A few weeks ago, I got into a semi heated debate with an ex-coworker about re-running automated tests. Specifically, some of his tests failed and he blindly just re-ran them. I find this is common practice in the testing community. Something fails, and so we just re-execute our tests, and if those failed tests then pass, we move on, ignoring those failures.
On some of the web forums and groups I’m a part of, I see people ask about the easiest way to re-run just the failed tests, and some frameworks have the capability readily built-in. TestNG, for example, produces a testng.xml
file upon test completion that will make it simple to just re-run failures. All of this, I feel, does a vast disservice to the software and testing community, makes us worse testers, and devalues our credibility as defect locators.
The Problem
In my opinion, this is one of the worst habits that we have as testers, and even worse, we’ve trained others outside of our field to do the same thing. Something fails? No worries, just re-run it until you get a success. This is especially true when testing at the UI level, where we’re used to our tests just being ‘flakey’. The problem with this is that we’re conveying the message saying our software (yes, automated tests are software) sucks, if it doesn’t work maybe just try again. What would you do if a developer said, “Oh don’t worry about that error, just try again”? I, for one, would open a ticket, and hound the developer to fix the issue. So, why aren’t we as testers doing the same thing?
The problem is, we’re ignoring a very important part of testing: triage. When you encounter a failed test: if it’s your fault, fix the test; if it’s the developer’s fault, fix the app; if you don’t know, figure it out, or at least open a ticket to deal with this, and remove the test from your test suite. When we don’t do this, we end up with tests that we consider ‘flakey’ – they ‘work’, but sometimes we need to run them two or three times before they pass. This is unfortunately common in many organizations, and it causes problems.
What we’re doing, is training developers (and others that run and see our tests) is that a failure within our test suite isn’t actually that – it’s an expected error (side note, I can’t even keep count of the number of developers who when I point out errors (sometimes even blatant failure messages or log statements) tell me that’s what’s supposed to happen). If a test fails, is it really not a problem? Is that really expected behavior? Because what you then end up with, is a series of tests that no one will trust when there actually is an application failure that the failing test caught. At this point, we’re just running our tests blindly, running them until they pass. And if that’s the case, why bother running those tests at all? If we’re going to blindly pass the application, why not just do it without the tests, and save us some time?
What We’re Hiding
Over the years, I have uncovered hundreds of hidden timing, threading, and drawing issues, with automated tests, that could not be found just by clicking through a browser.

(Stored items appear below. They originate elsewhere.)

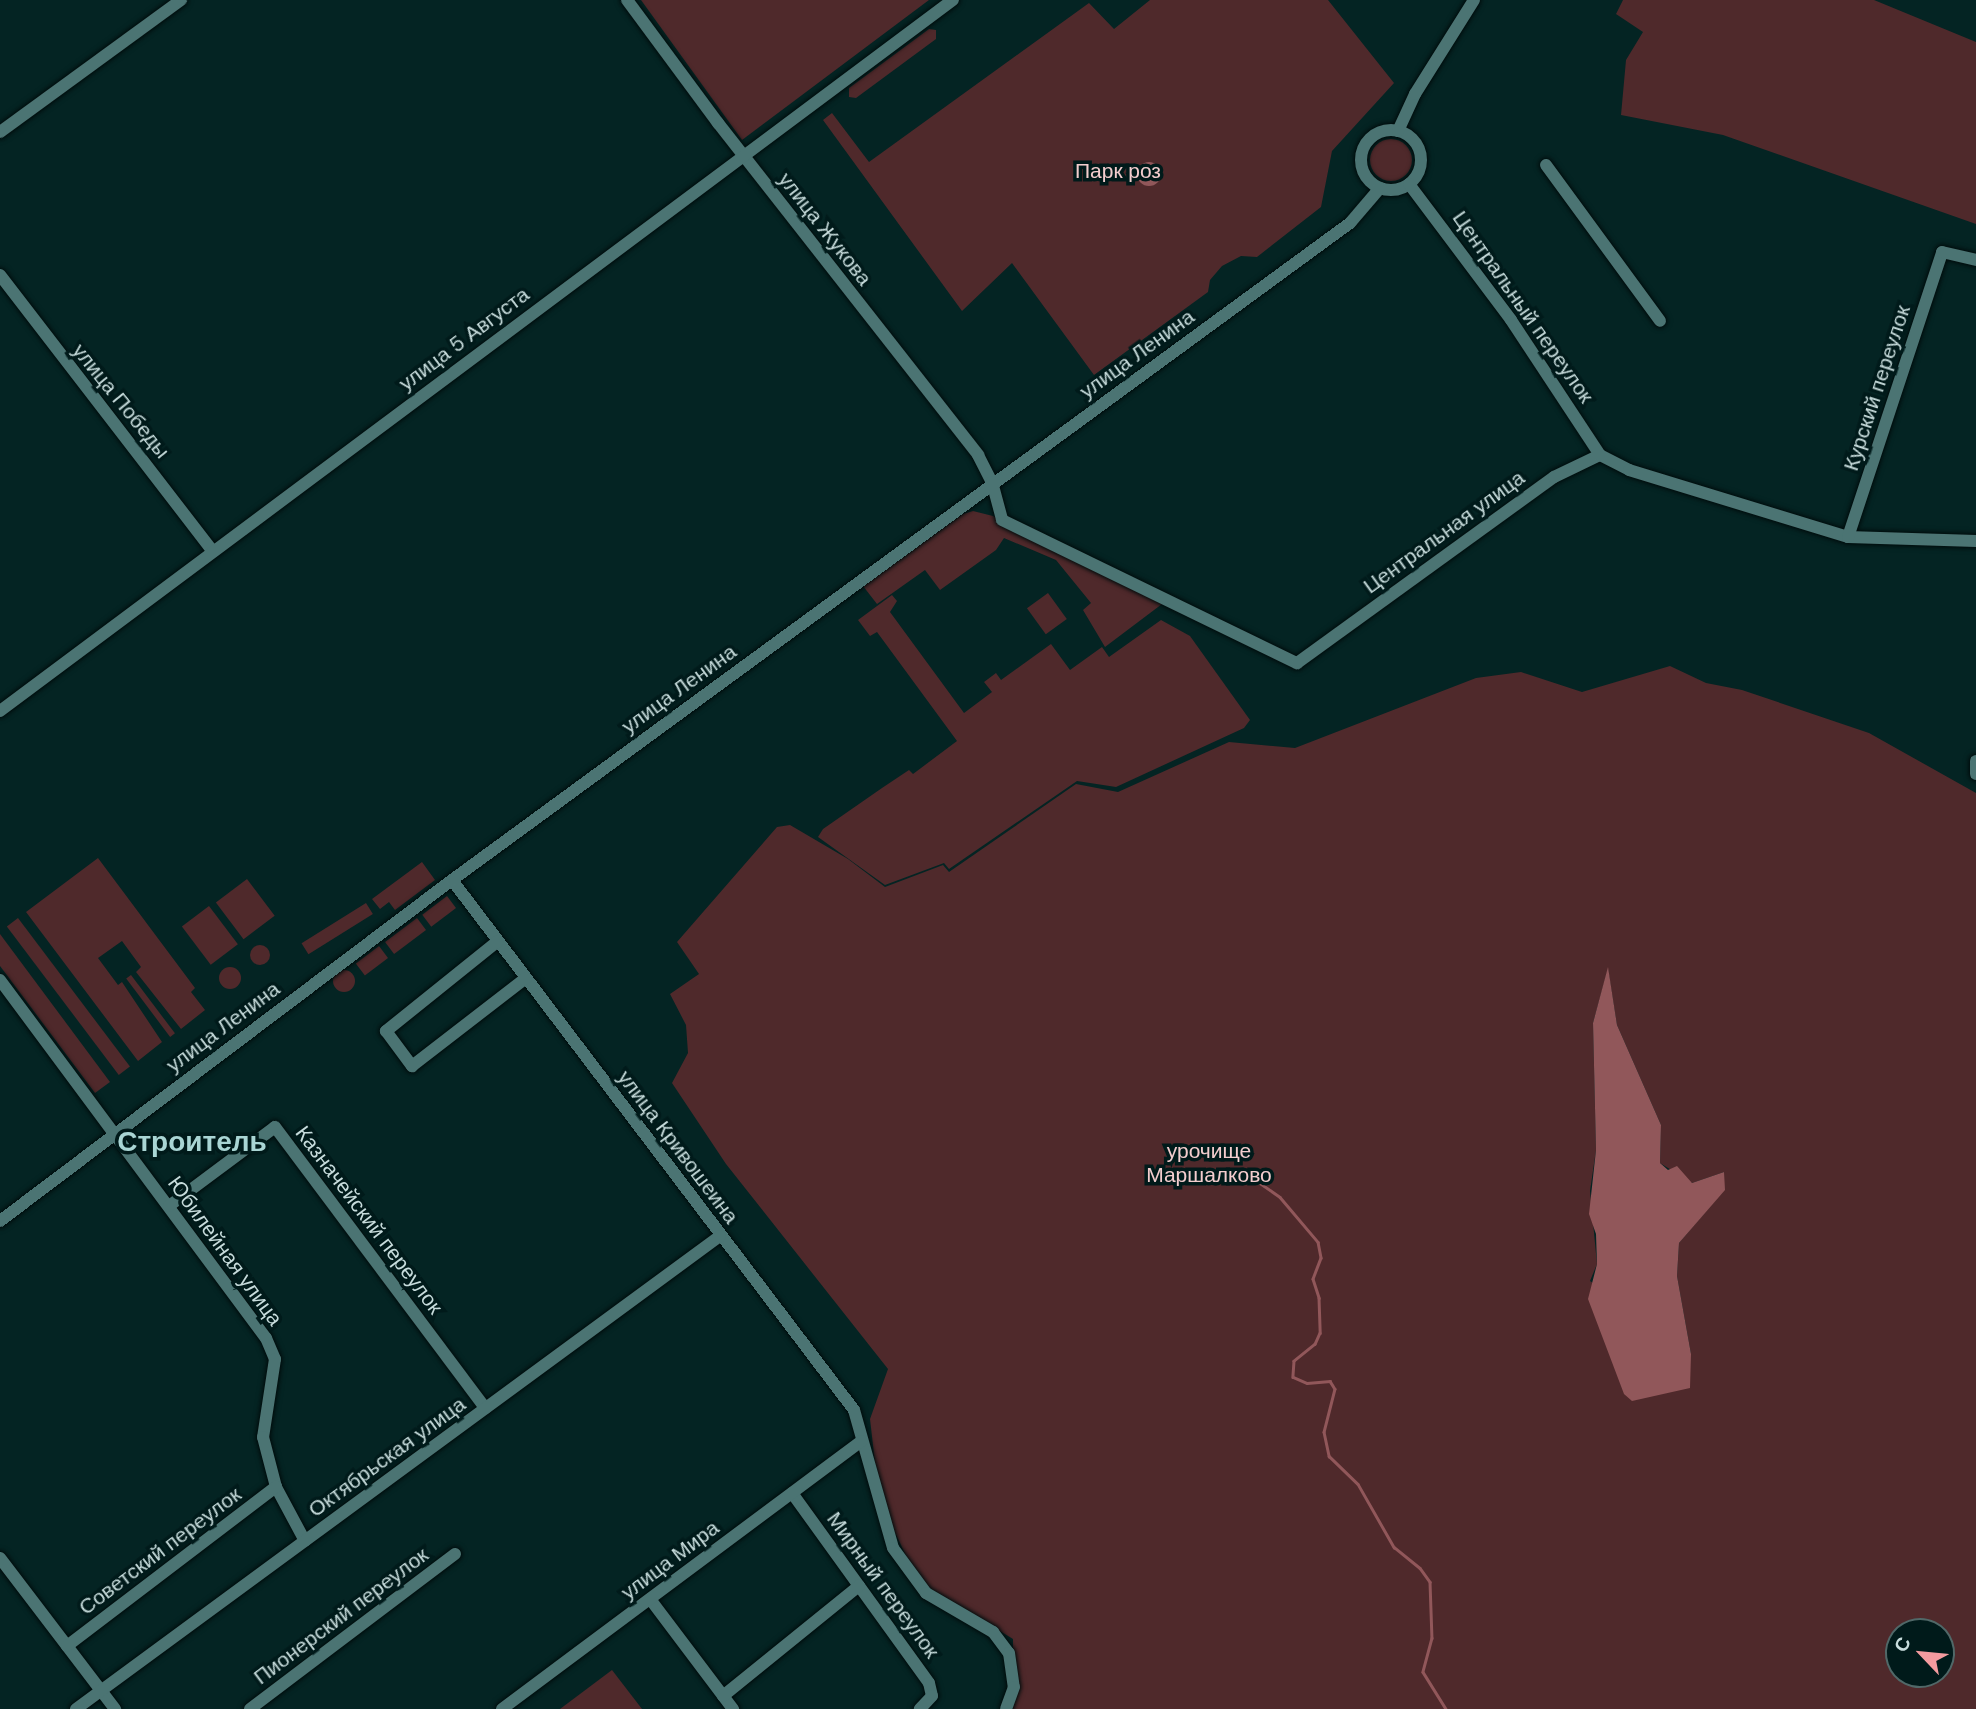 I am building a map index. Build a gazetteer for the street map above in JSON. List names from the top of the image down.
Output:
{
  "streets": {
    "street": [
      "улица Жукова",
      "Центральный переулок",
      "улица 5 Августа",
      "улица Ленина",
      "Курский переулок",
      "улица Победы",
      "Центральная улица",
      "улица Кривошеина",
      "Казначейский переулок",
      "Юбилейная улица",
      "Октябрьская улица",
      "Советский переулок",
      "улица Мира",
      "Мирный переулок",
      "Пионерский переулок"
    ]
  },
  "crossings": [
    ["улица Жукова", "улица 5 Августа"],
    ["улица Жукова", "улица Ленина"],
    ["улица Жукова", "Центральная улица"],
    ["Центральный переулок", "улица Ленина"],
    ["Центральный переулок", "Центральная улица"],
    ["улица 5 Августа", "улица Победы"],
    ["улица Ленина", "Центральная улица"],
    ["улица Ленина", "улица Кривошеина"],
    ["улица Ленина", "Юбилейная улица"],
    ["улица Кривошеина", "Октябрьская улица"],
    ["улица Кривошеина", "улица Мира"],
    ["Казначейский переулок", "Юбилейная улица"],
    ["Казначейский переулок", "Октябрьская улица"],
    ["Юбилейная улица", "Октябрьская улица"],
    ["Юбилейная улица", "Советский переулок"],
    ["улица Мира", "Мирный переулок"]
  ],
  "districts": ["Строитель"],
  "parks": ["Парк роз", "урочище Маршалково"],
  "north": "top left"
}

Just because someone can’t replicate the issue by hand doesn’t mean it’s a bad test, maybe it means it’s a really good test because there is an underlying problem that is just very hard to exercise. Working at a previous client, the first time we implemented our automated tests, we had intermittent failures registering a user. Instead of just re-running tests, we bugged the developers.
They showed us time and again they could register a user, but we continued to insist there was nothing wrong with our tests. Eventually, a database locking issue was discovered that prevented 2 users from being registered within milliseconds of each other. The likelihood of this issue being discovered outside of our automated tests was minuscule, but the implications and potential impact of the bug was huge. The company was expecting over a million users to register on launch day, which when distributed, created a high likelihood of encountering this issue in production.
At this particular client, we uncovered multiple low-level architectural problems just from our automated tests, but these were all first encountered as intermittently failing tests: issues that nothing outside of our tests suite could replicate. Had we not been vigilant and pushed back on re-running tests, these bugs could have had major quality impacts. Mind you, we did write bad tests sometimes, which were intermittently failing because we wrote them poorly.
The Solution
At this particular client, we spent a decent amount of time on triage efforts, to determine the true cause of the test failure. Some things were straightforward, like when we tried to interact with an element that wasn’t there yet – we needed to make our test more robust by adding in waits. Other times they were less so, like getting stale element exceptions.
Often this was us not properly accessing an element, but twice we found drawing issues a developer unfamiliar with React created, with elements that would blink out for a millisecond and then redraw itself. To ensure we weren’t missing things, we created a rule, that failed tests could not be re-run unless something was changed, either in the app, or the test itself. This was true for running locally, debugging, or even within CI. Otherwise, we feared missing an actual issue. This wasn’t the first time, nor the last I’ve run into this situation, but definitely one where I believe we had a lot of success finding issues and forcing robust test creation.
What this all means is I would rather delete a test and not have any automated coverage in that area, than to have a test that sometimes passes and sometimes fails, that I just rerun until it passes. At least without any automated test, I know that I have to go back and test the system myself because there’s a gap in that area. Failing ‘good’ tests mean you’ve trained your entire organization to ignore that test when it fails. So, if you ever do find an issue in the application with that test, everyone will assume it’s not actually a bug. Another reason to just delete that test, because it’s worthless.
I can’t stress this enough, never rerun a failed test without changing anything. You may as well just say the application works and save yourself the time of running a test again and again and again until it passes. Because that’s all you’re doing, getting to a pass however you can. And there is no point in that, it cheapens testing, and provides no value. Next time a test fails, take some time and figure out why. Remember, a failed test isn’t a bad thing, it’s a learning experience, don’t waste it.